··· AVAILABLE RECORDS
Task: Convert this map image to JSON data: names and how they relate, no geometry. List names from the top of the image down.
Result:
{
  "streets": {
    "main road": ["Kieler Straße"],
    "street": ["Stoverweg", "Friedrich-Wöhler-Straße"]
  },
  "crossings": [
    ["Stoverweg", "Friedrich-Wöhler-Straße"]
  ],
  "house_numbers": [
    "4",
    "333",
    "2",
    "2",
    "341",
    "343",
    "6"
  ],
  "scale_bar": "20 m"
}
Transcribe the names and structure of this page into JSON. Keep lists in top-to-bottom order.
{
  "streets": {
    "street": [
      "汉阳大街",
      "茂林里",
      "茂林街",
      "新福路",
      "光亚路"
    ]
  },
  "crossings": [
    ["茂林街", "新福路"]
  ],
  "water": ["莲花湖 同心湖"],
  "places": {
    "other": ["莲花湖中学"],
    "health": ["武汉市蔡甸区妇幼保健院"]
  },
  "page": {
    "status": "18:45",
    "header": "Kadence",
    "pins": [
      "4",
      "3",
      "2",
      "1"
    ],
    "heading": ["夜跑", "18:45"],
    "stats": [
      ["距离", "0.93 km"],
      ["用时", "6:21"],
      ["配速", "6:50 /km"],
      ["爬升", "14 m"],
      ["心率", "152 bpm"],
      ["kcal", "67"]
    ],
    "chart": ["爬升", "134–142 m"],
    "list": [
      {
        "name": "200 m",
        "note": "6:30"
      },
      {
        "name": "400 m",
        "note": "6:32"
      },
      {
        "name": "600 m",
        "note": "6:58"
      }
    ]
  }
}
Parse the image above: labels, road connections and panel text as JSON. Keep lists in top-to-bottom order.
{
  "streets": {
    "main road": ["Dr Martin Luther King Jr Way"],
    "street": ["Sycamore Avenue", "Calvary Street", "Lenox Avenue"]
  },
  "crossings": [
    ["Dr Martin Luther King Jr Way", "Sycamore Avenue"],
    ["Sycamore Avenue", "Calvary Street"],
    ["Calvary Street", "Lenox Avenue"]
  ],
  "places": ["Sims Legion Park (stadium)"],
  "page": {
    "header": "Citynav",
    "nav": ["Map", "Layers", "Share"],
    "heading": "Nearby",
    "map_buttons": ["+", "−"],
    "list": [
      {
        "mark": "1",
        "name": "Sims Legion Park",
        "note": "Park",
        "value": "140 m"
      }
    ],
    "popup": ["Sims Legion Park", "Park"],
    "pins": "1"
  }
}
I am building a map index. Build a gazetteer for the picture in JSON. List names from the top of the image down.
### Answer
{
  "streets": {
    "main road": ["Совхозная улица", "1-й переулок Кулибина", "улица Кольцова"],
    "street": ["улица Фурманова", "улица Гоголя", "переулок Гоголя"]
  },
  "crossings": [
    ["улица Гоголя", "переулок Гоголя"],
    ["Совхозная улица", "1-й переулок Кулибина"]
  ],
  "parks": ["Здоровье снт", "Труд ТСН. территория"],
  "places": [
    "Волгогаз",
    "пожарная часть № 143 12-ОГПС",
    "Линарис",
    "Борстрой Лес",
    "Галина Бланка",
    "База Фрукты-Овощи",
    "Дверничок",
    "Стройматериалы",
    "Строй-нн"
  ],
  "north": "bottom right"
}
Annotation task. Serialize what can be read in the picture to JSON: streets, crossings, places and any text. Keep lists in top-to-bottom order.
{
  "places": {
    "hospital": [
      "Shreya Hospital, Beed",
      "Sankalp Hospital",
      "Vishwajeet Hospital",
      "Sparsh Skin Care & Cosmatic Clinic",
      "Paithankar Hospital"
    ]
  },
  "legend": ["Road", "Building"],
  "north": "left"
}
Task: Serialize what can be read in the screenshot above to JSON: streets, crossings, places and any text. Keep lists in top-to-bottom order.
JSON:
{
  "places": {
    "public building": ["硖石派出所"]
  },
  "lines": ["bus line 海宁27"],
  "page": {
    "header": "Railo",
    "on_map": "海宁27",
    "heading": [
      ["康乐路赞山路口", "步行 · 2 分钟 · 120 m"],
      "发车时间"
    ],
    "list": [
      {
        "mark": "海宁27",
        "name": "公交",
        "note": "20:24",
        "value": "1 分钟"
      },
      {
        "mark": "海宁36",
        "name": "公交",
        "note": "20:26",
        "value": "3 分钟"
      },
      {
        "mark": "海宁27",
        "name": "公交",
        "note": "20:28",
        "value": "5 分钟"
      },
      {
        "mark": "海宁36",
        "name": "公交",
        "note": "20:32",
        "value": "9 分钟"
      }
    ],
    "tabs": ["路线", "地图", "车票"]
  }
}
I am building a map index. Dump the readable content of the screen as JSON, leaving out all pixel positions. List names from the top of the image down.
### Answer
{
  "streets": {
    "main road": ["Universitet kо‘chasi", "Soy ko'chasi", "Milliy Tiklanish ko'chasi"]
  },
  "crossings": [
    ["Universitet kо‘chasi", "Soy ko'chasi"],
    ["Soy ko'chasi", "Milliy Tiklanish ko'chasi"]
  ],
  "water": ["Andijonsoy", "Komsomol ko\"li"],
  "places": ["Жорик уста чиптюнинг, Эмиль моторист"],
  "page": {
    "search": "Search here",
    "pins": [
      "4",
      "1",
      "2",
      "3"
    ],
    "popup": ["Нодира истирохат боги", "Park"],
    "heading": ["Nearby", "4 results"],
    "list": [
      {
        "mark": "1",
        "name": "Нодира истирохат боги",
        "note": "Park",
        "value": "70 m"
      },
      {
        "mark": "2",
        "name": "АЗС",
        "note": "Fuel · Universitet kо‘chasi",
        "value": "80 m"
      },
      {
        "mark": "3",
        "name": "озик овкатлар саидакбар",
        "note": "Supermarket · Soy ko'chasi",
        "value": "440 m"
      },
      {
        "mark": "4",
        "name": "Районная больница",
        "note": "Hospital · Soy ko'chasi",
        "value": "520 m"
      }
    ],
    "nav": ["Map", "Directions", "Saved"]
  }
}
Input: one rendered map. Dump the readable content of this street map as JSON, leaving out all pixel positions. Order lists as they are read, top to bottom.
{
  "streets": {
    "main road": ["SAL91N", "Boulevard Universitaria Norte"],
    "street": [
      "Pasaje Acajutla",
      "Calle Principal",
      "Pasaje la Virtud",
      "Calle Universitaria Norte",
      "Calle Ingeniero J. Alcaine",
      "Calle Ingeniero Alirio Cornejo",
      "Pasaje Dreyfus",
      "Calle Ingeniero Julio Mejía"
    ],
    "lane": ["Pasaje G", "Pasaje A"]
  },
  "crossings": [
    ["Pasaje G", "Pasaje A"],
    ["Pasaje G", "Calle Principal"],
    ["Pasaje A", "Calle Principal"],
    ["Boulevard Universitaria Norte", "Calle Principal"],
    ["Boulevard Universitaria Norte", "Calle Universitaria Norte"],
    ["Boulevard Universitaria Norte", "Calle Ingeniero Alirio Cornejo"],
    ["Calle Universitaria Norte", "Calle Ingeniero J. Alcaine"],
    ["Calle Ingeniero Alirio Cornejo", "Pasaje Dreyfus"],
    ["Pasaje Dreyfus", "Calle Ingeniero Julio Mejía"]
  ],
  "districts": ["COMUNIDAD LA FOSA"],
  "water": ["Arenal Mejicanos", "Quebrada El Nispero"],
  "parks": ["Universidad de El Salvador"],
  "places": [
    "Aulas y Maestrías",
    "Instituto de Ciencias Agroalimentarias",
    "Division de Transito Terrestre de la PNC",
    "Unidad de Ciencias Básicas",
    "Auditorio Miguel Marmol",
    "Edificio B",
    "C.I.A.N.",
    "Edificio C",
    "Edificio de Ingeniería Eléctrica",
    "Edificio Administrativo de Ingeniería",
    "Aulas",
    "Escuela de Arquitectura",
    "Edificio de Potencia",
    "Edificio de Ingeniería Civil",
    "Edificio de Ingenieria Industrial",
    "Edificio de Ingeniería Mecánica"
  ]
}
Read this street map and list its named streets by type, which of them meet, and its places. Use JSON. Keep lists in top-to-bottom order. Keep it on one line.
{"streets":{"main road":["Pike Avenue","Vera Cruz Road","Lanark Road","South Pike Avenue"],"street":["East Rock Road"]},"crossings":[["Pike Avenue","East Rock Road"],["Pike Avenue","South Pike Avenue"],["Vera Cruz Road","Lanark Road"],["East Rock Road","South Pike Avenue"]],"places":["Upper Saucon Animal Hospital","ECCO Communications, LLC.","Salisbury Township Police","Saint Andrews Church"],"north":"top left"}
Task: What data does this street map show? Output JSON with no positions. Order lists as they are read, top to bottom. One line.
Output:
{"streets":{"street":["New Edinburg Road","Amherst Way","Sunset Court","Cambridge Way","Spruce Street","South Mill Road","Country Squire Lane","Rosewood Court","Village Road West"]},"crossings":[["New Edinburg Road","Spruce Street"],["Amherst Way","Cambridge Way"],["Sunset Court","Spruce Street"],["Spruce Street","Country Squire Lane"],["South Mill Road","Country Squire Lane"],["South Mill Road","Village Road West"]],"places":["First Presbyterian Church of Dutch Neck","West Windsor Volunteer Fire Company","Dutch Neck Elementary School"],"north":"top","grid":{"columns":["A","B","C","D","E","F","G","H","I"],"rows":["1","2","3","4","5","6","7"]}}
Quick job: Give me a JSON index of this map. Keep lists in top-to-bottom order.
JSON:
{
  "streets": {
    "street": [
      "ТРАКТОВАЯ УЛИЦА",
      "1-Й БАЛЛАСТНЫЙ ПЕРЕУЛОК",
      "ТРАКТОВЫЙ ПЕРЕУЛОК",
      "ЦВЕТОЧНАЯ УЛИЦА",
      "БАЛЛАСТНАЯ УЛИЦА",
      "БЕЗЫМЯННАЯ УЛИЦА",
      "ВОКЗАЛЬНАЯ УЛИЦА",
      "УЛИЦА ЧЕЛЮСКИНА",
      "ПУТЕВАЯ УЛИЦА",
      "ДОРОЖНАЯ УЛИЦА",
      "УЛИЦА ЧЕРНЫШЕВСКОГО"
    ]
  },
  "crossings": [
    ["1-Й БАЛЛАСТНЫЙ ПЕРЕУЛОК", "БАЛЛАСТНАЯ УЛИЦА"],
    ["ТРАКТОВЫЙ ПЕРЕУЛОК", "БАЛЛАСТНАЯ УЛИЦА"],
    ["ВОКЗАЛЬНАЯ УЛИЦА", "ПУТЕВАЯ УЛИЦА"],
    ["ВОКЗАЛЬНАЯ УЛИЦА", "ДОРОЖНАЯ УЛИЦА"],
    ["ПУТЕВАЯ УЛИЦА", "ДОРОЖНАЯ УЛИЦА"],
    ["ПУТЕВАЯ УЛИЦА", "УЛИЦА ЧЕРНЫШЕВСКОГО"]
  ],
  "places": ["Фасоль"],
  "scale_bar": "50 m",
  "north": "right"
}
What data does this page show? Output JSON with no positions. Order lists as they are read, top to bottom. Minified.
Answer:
······
**PROBLEM REQUIREMENTS:** Once you find the line containing "Quick job: Give", copy it and every line after it through the end of the records, exactly and nothing else.

**YOUR RESPONSE:**
Quick job: Give me a JSON index of this map. Keep lists in top-to-bottom order.
JSON:
{
  "streets": {
    "street": [
      "ТРАКТОВАЯ УЛИЦА",
      "1-Й БАЛЛАСТНЫЙ ПЕРЕУЛОК",
      "ТРАКТОВЫЙ ПЕРЕУЛОК",
      "ЦВЕТОЧНАЯ УЛИЦА",
      "БАЛЛАСТНАЯ УЛИЦА",
      "БЕЗЫМЯННАЯ УЛИЦА",
      "ВОКЗАЛЬНАЯ УЛИЦА",
      "УЛИЦА ЧЕЛЮСКИНА",
      "ПУТЕВАЯ УЛИЦА",
      "ДОРОЖНАЯ УЛИЦА",
      "УЛИЦА ЧЕРНЫШЕВСКОГО"
    ]
  },
  "crossings": [
    ["1-Й БАЛЛАСТНЫЙ ПЕРЕУЛОК", "БАЛЛАСТНАЯ УЛИЦА"],
    ["ТРАКТОВЫЙ ПЕРЕУЛОК", "БАЛЛАСТНАЯ УЛИЦА"],
    ["ВОКЗАЛЬНАЯ УЛИЦА", "ПУТЕВАЯ УЛИЦА"],
    ["ВОКЗАЛЬНАЯ УЛИЦА", "ДОРОЖНАЯ УЛИЦА"],
    ["ПУТЕВАЯ УЛИЦА", "ДОРОЖНАЯ УЛИЦА"],
    ["ПУТЕВАЯ УЛИЦА", "УЛИЦА ЧЕРНЫШЕВСКОГО"]
  ],
  "places": ["Фасоль"],
  "scale_bar": "50 m",
  "north": "right"
}
What data does this page show? Output JSON with no positions. Order lists as they are read, top to bottom. Minified.
Answer:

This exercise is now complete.